Herz auf Zunge

■ Ula Stöckls Deutschlandlied

In deutschen Filmen trägt man derzeit Herz auf Zunge. Es regiert das gesprochene Wort. Schamlos werden Allgemeinplätze, Binsenweisheiten und Klischees umgesetzt — und als der Weisheit letzter Schluß kredenzt.
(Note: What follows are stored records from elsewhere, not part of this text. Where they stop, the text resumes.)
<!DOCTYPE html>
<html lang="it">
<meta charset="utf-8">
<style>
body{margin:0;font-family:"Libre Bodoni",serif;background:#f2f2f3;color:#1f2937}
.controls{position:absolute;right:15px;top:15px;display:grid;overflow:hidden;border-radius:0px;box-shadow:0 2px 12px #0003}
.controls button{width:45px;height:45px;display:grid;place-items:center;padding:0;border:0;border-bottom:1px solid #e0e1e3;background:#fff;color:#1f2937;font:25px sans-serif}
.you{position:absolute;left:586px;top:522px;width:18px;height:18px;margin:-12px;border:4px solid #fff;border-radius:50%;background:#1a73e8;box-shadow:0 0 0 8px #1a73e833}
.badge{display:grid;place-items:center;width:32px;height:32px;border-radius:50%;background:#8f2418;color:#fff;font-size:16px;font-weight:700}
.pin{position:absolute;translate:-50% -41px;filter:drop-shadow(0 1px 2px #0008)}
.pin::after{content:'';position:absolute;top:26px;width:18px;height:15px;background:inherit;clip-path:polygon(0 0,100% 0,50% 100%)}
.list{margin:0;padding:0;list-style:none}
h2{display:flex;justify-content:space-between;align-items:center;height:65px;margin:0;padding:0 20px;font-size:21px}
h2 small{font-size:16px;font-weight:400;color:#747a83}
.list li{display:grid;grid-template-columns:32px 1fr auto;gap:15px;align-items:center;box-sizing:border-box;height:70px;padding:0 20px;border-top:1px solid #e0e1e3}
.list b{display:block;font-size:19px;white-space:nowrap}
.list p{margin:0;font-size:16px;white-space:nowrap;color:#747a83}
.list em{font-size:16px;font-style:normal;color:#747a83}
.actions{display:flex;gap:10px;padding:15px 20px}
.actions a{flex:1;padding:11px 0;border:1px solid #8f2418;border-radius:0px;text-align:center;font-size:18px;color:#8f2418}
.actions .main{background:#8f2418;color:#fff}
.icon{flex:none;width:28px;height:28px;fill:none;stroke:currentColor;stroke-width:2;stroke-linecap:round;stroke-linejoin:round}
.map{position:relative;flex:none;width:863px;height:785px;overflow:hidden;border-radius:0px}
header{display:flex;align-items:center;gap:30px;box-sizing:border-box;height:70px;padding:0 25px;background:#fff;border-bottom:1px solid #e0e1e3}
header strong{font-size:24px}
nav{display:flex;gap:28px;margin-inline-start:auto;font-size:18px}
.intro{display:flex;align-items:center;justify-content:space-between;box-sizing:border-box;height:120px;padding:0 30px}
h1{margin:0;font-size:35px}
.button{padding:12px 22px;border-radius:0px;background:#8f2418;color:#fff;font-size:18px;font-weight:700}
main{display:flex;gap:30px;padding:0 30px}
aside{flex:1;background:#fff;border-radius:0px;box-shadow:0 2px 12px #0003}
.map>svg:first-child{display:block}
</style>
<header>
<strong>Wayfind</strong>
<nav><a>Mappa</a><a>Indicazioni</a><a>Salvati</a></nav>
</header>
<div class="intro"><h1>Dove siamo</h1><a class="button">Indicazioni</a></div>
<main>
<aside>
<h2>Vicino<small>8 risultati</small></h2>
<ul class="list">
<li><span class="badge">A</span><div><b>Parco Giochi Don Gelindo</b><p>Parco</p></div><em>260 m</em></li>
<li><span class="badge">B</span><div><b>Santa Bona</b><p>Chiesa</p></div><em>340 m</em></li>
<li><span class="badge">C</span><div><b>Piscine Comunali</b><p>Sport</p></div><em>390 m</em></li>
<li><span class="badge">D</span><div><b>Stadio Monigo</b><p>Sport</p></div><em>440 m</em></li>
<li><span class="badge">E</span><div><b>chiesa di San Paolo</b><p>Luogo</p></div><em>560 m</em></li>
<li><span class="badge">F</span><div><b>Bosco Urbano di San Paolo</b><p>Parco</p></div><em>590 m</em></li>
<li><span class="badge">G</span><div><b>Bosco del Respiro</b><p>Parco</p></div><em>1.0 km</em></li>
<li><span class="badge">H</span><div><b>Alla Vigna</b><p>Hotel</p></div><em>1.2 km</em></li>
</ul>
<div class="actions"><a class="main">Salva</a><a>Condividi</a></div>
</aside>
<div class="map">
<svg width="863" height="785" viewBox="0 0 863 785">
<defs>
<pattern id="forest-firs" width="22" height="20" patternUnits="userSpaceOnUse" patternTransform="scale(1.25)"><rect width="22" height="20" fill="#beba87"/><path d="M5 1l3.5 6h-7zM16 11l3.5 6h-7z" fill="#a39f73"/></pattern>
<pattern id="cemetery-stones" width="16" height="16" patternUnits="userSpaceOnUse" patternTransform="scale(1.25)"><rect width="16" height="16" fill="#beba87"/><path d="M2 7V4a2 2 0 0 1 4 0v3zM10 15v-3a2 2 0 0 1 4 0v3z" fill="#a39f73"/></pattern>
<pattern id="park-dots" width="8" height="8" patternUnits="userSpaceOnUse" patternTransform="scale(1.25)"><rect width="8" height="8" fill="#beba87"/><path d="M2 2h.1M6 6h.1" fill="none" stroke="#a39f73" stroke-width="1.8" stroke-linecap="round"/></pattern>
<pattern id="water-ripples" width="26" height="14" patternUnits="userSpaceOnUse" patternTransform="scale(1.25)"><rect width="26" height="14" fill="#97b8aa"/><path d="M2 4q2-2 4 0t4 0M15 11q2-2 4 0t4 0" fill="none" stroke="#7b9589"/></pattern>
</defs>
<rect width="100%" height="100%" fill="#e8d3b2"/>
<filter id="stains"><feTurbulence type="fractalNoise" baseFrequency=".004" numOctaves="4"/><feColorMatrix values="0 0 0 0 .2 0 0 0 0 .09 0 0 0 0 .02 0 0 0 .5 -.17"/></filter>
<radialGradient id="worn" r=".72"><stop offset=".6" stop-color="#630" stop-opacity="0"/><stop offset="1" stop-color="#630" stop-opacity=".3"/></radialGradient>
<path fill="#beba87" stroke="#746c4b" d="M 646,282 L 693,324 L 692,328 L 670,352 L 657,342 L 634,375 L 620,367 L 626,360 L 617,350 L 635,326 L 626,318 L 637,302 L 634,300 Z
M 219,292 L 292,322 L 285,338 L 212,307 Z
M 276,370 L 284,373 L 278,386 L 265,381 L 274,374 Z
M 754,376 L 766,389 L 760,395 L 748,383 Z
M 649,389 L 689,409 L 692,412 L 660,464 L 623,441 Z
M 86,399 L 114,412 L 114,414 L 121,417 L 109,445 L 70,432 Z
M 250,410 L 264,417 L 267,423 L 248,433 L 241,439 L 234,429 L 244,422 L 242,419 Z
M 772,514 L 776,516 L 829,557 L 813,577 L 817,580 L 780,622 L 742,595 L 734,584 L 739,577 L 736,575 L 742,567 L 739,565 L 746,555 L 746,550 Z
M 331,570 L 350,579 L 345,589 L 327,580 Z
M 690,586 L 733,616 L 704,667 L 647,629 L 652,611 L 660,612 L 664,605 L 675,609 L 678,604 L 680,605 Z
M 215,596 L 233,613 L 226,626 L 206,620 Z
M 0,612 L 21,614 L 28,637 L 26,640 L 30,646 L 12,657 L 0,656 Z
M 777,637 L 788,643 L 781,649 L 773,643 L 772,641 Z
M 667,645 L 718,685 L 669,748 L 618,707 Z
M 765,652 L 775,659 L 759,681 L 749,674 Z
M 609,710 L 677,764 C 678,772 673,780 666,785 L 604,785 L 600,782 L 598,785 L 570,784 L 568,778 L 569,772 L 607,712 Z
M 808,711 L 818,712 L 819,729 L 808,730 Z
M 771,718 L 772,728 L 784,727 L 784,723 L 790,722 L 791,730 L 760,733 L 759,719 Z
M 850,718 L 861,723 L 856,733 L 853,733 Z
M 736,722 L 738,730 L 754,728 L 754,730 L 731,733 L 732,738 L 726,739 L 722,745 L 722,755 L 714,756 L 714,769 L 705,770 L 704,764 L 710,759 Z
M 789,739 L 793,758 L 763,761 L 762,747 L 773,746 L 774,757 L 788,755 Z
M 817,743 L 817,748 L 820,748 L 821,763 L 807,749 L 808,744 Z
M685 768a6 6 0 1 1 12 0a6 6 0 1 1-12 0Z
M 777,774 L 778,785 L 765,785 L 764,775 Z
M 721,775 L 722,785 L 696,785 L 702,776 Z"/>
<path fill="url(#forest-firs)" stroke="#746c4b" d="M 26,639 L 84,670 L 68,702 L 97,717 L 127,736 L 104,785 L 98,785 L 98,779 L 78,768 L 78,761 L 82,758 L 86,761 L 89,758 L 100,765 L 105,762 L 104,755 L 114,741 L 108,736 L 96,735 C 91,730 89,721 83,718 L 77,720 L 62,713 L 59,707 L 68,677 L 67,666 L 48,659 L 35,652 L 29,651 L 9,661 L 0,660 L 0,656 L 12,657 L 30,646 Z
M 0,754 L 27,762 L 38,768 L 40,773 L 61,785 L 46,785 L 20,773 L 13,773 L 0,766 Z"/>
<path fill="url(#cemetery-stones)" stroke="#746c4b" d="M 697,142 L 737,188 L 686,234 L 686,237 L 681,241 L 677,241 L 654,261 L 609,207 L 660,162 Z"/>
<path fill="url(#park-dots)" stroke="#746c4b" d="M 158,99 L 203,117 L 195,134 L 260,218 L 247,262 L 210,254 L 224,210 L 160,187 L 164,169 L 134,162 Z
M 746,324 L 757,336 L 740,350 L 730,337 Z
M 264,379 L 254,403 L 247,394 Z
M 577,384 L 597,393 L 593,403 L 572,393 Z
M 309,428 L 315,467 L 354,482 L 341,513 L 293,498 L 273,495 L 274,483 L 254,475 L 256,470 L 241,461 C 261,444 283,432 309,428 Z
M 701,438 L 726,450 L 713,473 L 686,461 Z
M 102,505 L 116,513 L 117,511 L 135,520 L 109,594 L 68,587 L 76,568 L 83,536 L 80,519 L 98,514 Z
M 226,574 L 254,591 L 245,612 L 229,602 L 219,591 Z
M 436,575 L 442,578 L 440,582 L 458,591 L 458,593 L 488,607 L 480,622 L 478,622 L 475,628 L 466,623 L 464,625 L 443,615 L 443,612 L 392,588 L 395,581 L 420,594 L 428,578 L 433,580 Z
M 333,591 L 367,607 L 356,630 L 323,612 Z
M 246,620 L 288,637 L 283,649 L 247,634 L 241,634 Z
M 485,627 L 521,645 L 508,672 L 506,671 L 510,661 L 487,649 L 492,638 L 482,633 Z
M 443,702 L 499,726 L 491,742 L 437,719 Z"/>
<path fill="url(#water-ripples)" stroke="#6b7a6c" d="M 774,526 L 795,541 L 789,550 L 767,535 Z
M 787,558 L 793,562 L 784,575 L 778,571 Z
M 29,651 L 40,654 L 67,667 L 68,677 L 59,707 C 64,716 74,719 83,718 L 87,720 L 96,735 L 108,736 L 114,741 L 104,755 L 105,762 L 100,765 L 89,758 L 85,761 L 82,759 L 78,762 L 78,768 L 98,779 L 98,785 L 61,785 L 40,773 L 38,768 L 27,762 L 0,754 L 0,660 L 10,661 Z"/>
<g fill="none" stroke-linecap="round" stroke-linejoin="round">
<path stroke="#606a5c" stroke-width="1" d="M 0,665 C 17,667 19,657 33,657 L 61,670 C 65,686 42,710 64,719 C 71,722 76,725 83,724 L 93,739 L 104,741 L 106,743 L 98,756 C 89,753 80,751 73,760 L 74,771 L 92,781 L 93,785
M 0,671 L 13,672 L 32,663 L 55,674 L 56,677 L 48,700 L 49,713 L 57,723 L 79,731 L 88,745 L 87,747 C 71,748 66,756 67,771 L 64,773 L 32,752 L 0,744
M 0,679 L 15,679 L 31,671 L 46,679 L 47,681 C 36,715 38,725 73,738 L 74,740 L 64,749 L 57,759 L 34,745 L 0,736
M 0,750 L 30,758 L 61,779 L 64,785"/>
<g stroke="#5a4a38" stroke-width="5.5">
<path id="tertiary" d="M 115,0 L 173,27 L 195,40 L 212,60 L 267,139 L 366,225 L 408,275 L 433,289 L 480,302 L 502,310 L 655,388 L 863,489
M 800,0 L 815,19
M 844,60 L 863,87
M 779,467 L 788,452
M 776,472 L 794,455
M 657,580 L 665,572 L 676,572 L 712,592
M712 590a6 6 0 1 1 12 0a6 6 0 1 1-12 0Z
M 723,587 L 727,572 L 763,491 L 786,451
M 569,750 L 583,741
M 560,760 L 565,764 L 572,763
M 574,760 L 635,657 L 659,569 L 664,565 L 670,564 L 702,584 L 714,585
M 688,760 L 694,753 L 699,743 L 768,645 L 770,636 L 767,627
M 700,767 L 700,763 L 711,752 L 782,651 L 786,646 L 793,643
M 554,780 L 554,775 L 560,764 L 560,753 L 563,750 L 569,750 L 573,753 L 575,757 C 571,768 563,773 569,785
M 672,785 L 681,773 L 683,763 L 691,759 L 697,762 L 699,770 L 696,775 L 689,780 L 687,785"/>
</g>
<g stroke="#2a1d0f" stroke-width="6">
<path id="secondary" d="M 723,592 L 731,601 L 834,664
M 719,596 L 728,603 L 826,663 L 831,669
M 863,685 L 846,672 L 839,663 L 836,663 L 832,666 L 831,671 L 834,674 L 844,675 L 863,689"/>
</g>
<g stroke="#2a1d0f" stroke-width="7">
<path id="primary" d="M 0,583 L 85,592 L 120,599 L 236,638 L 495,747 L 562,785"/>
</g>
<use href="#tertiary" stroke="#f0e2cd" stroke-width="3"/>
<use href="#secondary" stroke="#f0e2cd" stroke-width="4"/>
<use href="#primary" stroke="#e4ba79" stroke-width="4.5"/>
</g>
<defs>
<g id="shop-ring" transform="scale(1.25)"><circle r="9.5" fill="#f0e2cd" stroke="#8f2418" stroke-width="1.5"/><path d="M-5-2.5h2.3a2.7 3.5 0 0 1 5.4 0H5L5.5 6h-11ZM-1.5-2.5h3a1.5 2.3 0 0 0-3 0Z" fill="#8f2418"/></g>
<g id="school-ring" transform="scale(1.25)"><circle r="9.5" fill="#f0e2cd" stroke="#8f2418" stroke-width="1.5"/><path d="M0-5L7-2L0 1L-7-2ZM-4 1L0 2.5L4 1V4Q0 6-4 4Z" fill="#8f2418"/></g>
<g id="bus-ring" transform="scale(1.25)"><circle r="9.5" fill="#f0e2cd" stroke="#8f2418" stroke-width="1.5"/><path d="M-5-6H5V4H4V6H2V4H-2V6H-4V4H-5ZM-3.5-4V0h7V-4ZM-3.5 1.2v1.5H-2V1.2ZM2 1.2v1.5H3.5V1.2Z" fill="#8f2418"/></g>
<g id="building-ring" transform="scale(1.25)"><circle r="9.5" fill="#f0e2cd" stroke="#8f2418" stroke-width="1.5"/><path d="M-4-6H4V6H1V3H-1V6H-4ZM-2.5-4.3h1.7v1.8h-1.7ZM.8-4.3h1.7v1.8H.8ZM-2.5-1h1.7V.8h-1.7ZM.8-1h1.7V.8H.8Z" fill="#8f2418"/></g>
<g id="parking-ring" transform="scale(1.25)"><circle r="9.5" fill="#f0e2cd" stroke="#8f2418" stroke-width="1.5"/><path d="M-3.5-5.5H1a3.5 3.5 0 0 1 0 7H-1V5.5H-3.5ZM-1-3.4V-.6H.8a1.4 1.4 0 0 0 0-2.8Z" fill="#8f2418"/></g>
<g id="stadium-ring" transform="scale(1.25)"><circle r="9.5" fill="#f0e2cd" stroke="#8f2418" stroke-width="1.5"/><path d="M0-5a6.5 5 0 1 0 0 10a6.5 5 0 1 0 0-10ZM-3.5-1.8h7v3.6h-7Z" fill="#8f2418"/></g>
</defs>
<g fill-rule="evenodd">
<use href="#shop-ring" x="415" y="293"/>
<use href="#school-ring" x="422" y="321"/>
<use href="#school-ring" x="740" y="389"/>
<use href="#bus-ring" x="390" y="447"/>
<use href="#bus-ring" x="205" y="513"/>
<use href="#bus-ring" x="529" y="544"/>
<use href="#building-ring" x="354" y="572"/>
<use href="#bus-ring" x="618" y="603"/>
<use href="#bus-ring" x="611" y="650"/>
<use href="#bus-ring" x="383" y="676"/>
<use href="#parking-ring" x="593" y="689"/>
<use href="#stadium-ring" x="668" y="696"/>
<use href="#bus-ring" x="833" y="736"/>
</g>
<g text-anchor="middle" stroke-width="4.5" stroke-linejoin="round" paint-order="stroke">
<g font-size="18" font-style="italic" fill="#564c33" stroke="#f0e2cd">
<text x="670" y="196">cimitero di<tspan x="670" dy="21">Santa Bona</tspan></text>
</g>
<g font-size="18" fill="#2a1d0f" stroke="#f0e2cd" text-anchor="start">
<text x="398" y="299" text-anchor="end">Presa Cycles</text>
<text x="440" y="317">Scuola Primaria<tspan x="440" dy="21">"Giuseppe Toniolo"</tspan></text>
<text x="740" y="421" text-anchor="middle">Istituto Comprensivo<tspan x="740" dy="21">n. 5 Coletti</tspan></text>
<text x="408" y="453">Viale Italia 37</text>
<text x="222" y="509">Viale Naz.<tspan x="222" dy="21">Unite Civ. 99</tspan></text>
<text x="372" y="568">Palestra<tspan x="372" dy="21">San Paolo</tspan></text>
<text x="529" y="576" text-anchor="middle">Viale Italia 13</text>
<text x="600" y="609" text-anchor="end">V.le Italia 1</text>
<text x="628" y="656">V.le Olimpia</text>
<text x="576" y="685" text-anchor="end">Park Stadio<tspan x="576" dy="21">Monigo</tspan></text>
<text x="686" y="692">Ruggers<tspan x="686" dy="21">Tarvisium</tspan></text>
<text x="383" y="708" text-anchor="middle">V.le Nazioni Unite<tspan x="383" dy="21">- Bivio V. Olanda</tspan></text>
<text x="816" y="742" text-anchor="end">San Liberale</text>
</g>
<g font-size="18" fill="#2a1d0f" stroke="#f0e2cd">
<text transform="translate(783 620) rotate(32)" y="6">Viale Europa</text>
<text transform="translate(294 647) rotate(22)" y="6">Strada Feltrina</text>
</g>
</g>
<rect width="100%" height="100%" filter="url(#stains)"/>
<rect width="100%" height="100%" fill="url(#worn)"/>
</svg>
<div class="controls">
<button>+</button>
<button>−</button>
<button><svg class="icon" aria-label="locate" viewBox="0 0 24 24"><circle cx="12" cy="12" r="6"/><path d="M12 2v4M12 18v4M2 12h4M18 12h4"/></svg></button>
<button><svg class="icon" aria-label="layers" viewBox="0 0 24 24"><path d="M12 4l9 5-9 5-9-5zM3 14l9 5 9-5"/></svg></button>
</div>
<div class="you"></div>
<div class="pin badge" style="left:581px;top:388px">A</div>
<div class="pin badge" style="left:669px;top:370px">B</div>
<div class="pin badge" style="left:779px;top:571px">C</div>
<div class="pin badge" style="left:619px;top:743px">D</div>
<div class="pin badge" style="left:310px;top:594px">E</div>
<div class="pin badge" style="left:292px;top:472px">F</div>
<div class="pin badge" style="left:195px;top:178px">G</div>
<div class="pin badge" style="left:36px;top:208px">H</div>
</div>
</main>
Ula Stöckl macht keine Ausnahme. Weil Das alte Lied diesmal von deutschen Befindlichkeiten handelt, wird zur Einstimmung aus dem Off das Lied der Deutschen gesungen, dazu über einen Fluß geschippert. Bis eine ältere Dame mit geschmackvoller Pelzkappe ins Bild fließt. Katharina (Lotte Meyer) ist 69, rechthaberisch und kehrt nach 40 Jahren aus Hamburg in ihre Heimatstadt Dresden zurück. Im Schlepptau hat sie Bruder Rudolf (Rolf Dietrich), Enkelin Sofie und deren Vater Karl, der gelähmt ist und nicht sprechen kann. Oma Katharina will das Haus und die große Liebe Alf wiederhaben. Obwohl Alf ihre Schwester Ilse eigentlich viel lieber mochte.

Wenn Menschen aus Ost und West zusammentreffen, gibt es selbstredend Meinungsverschiedenheiten. Also deklamieren ProtagonistInnen ungelenk Dialoge, in denen die Worte Sozialismus, Kapitalismus, Demokratie vorkommen. Noch anschaulicher wird das innerdeutsche Gefälle im direkten Vergleich. West-Enkelin Sofie ist, mit topmodischer Nieten-Lederkacke und Videokamera hochgerüstet, in Dresden unterwegs. Alfs (Ost-)Enkelin, die nie spricht und Wollpulli trägt, streift mit dem Fotoapparat durch die Ruinen. Damit die Szenen wirklich trist wirken, erbarmen sich Geiger lautstark im Hintergrund.

Das alte Lied will nicht nur die deutsche Gegenwart bebildern, sondern auch die Vergangenheit der Personen kritisch beleuchten. Erinnerungssplitter werden als Rückblendenschnipsel zwischen die Handlung montiert. Meist aber sprechen die ProtagonistInnen im Sitzen, Liegen oder Laufen über das Vergangene. Das Memorierte soll allmählich das Gezeigte und Gesehene infragestellen. Schlichte Erkenntnis im dunklen Kinosaal: „Die“ Wahrheit ist immer nur subjektives Konstrukt des deklamierenden Subjekts.

Dennoch gibt Ula Stöckl sich erdenklich Mühe, das filmische Geschehen in Richtung Vexierspiel zu drängen. Irgendwann erhebt sich der gelähmte Karl aus dem Rollstuhl. Filmsplitter von einer Frau im roten Kleid durchkreuzen immer wieder die Handlung. Ist das Ilse, die Alf geliebt hat und von Katharina kurz vor Ende des Kriegs denunziert wurde? Es gibt also doch noch Geheimnisse, die man mit ins Grab nehmen darf. Und Filme, bei denen die Auflösung nicht interessiert. Michaela Lechner

Ula Stöckl: Das alte Lied. Mit: Lotte Meyer, Alfred Lübke, Rolf Dietrich. Deutschland 1991, Farbe, 82 Min.